WHAT THE TASK ASKS >> Hand back all of the records exactly as they read.

RECORDS FOR THIS TASK >>
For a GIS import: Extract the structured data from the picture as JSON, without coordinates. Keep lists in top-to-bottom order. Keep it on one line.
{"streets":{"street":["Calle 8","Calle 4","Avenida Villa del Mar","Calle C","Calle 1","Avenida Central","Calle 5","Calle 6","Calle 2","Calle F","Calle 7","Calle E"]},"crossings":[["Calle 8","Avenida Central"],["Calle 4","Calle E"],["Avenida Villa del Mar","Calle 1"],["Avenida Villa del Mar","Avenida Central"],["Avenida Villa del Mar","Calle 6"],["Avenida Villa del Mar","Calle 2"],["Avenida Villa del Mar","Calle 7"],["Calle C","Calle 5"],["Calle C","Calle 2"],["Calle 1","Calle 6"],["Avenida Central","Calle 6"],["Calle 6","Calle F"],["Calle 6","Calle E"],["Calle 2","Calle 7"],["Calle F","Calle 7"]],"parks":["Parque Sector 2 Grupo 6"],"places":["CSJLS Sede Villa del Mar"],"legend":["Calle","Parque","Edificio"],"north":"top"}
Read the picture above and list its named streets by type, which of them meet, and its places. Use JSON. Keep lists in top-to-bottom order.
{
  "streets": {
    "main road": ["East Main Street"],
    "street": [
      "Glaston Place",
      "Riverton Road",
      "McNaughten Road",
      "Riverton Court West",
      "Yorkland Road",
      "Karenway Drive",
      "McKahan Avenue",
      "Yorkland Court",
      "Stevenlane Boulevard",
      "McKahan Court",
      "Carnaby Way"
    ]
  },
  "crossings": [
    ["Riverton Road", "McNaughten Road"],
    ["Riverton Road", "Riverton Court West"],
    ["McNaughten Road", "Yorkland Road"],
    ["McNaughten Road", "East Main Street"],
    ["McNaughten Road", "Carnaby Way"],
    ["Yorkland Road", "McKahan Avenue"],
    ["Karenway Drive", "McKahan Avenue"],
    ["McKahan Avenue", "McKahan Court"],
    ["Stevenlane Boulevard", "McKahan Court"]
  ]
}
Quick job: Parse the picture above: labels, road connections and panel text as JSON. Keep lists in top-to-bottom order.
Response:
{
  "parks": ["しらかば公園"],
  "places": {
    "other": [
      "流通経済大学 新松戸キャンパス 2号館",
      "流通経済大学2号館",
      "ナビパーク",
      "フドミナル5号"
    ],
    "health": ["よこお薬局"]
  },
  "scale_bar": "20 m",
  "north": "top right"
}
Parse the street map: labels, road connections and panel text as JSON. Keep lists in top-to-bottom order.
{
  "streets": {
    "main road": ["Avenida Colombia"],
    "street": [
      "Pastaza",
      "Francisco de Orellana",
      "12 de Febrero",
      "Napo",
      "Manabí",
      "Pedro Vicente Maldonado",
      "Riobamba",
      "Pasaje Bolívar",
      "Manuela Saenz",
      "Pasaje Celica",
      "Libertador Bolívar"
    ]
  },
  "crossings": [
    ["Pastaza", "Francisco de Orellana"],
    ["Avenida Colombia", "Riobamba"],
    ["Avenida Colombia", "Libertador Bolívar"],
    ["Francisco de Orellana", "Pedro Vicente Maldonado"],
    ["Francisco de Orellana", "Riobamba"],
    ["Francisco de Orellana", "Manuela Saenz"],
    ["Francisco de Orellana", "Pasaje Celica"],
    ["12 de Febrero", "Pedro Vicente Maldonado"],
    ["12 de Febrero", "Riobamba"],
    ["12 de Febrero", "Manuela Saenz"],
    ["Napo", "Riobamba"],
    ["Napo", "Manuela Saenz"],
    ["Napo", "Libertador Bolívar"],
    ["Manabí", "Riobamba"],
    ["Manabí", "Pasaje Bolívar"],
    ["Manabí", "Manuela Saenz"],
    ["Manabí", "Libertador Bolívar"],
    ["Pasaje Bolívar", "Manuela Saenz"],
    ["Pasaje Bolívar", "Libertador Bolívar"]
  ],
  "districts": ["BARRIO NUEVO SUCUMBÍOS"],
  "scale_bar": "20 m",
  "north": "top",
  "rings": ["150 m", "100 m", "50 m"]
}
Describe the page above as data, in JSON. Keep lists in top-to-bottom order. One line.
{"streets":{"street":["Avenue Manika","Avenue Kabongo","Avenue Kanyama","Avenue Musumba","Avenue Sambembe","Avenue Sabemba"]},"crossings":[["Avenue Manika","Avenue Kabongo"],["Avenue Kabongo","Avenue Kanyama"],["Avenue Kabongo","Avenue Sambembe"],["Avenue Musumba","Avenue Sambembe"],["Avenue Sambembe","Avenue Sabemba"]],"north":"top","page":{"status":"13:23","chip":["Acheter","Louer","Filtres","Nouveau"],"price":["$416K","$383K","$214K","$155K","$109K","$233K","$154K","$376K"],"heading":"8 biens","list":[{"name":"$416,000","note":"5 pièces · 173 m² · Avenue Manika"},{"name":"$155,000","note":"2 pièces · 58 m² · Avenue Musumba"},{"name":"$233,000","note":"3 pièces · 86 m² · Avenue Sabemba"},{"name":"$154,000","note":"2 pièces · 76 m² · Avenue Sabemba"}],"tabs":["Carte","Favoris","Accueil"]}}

FINISHED TASK >>
For a GIS import: Extract the structured data from the picture as JSON, without coordinates. Keep lists in top-to-bottom order. Keep it on one line.
{"streets":{"street":["Calle 8","Calle 4","Avenida Villa del Mar","Calle C","Calle 1","Avenida Central","Calle 5","Calle 6","Calle 2","Calle F","Calle 7","Calle E"]},"crossings":[["Calle 8","Avenida Central"],["Calle 4","Calle E"],["Avenida Villa del Mar","Calle 1"],["Avenida Villa del Mar","Avenida Central"],["Avenida Villa del Mar","Calle 6"],["Avenida Villa del Mar","Calle 2"],["Avenida Villa del Mar","Calle 7"],["Calle C","Calle 5"],["Calle C","Calle 2"],["Calle 1","Calle 6"],["Avenida Central","Calle 6"],["Calle 6","Calle F"],["Calle 6","Calle E"],["Calle 2","Calle 7"],["Calle F","Calle 7"]],"parks":["Parque Sector 2 Grupo 6"],"places":["CSJLS Sede Villa del Mar"],"legend":["Calle","Parque","Edificio"],"north":"top"}
Read the picture above and list its named streets by type, which of them meet, and its places. Use JSON. Keep lists in top-to-bottom order.
{
  "streets": {
    "main road": ["East Main Street"],
    "street": [
      "Glaston Place",
      "Riverton Road",
      "McNaughten Road",
      "Riverton Court West",
      "Yorkland Road",
      "Karenway Drive",
      "McKahan Avenue",
      "Yorkland Court",
      "Stevenlane Boulevard",
      "McKahan Court",
      "Carnaby Way"
    ]
  },
  "crossings": [
    ["Riverton Road", "McNaughten Road"],
    ["Riverton Road", "Riverton Court West"],
    ["McNaughten Road", "Yorkland Road"],
    ["McNaughten Road", "East Main Street"],
    ["McNaughten Road", "Carnaby Way"],
    ["Yorkland Road", "McKahan Avenue"],
    ["Karenway Drive", "McKahan Avenue"],
    ["McKahan Avenue", "McKahan Court"],
    ["Stevenlane Boulevard", "McKahan Court"]
  ]
}
Quick job: Parse the picture above: labels, road connections and panel text as JSON. Keep lists in top-to-bottom order.
Response:
{
  "parks": ["しらかば公園"],
  "places": {
    "other": [
      "流通経済大学 新松戸キャンパス 2号館",
      "流通経済大学2号館",
      "ナビパーク",
      "フドミナル5号"
    ],
    "health": ["よこお薬局"]
  },
  "scale_bar": "20 m",
  "north": "top right"
}
Parse the street map: labels, road connections and panel text as JSON. Keep lists in top-to-bottom order.
{
  "streets": {
    "main road": ["Avenida Colombia"],
    "street": [
      "Pastaza",
      "Francisco de Orellana",
      "12 de Febrero",
      "Napo",
      "Manabí",
      "Pedro Vicente Maldonado",
      "Riobamba",
      "Pasaje Bolívar",
      "Manuela Saenz",
      "Pasaje Celica",
      "Libertador Bolívar"
    ]
  },
  "crossings": [
    ["Pastaza", "Francisco de Orellana"],
    ["Avenida Colombia", "Riobamba"],
    ["Avenida Colombia", "Libertador Bolívar"],
    ["Francisco de Orellana", "Pedro Vicente Maldonado"],
    ["Francisco de Orellana", "Riobamba"],
    ["Francisco de Orellana", "Manuela Saenz"],
    ["Francisco de Orellana", "Pasaje Celica"],
    ["12 de Febrero", "Pedro Vicente Maldonado"],
    ["12 de Febrero", "Riobamba"],
    ["12 de Febrero", "Manuela Saenz"],
    ["Napo", "Riobamba"],
    ["Napo", "Manuela Saenz"],
    ["Napo", "Libertador Bolívar"],
    ["Manabí", "Riobamba"],
    ["Manabí", "Pasaje Bolívar"],
    ["Manabí", "Manuela Saenz"],
    ["Manabí", "Libertador Bolívar"],
    ["Pasaje Bolívar", "Manuela Saenz"],
    ["Pasaje Bolívar", "Libertador Bolívar"]
  ],
  "districts": ["BARRIO NUEVO SUCUMBÍOS"],
  "scale_bar": "20 m",
  "north": "top",
  "rings": ["150 m", "100 m", "50 m"]
}
Describe the page above as data, in JSON. Keep lists in top-to-bottom order. One line.
{"streets":{"street":["Avenue Manika","Avenue Kabongo","Avenue Kanyama","Avenue Musumba","Avenue Sambembe","Avenue Sabemba"]},"crossings":[["Avenue Manika","Avenue Kabongo"],["Avenue Kabongo","Avenue Kanyama"],["Avenue Kabongo","Avenue Sambembe"],["Avenue Musumba","Avenue Sambembe"],["Avenue Sambembe","Avenue Sabemba"]],"north":"top","page":{"status":"13:23","chip":["Acheter","Louer","Filtres","Nouveau"],"price":["$416K","$383K","$214K","$155K","$109K","$233K","$154K","$376K"],"heading":"8 biens","list":[{"name":"$416,000","note":"5 pièces · 173 m² · Avenue Manika"},{"name":"$155,000","note":"2 pièces · 58 m² · Avenue Musumba"},{"name":"$233,000","note":"3 pièces · 86 m² · Avenue Sabemba"},{"name":"$154,000","note":"2 pièces · 76 m² · Avenue Sabemba"}],"tabs":["Carte","Favoris","Accueil"]}}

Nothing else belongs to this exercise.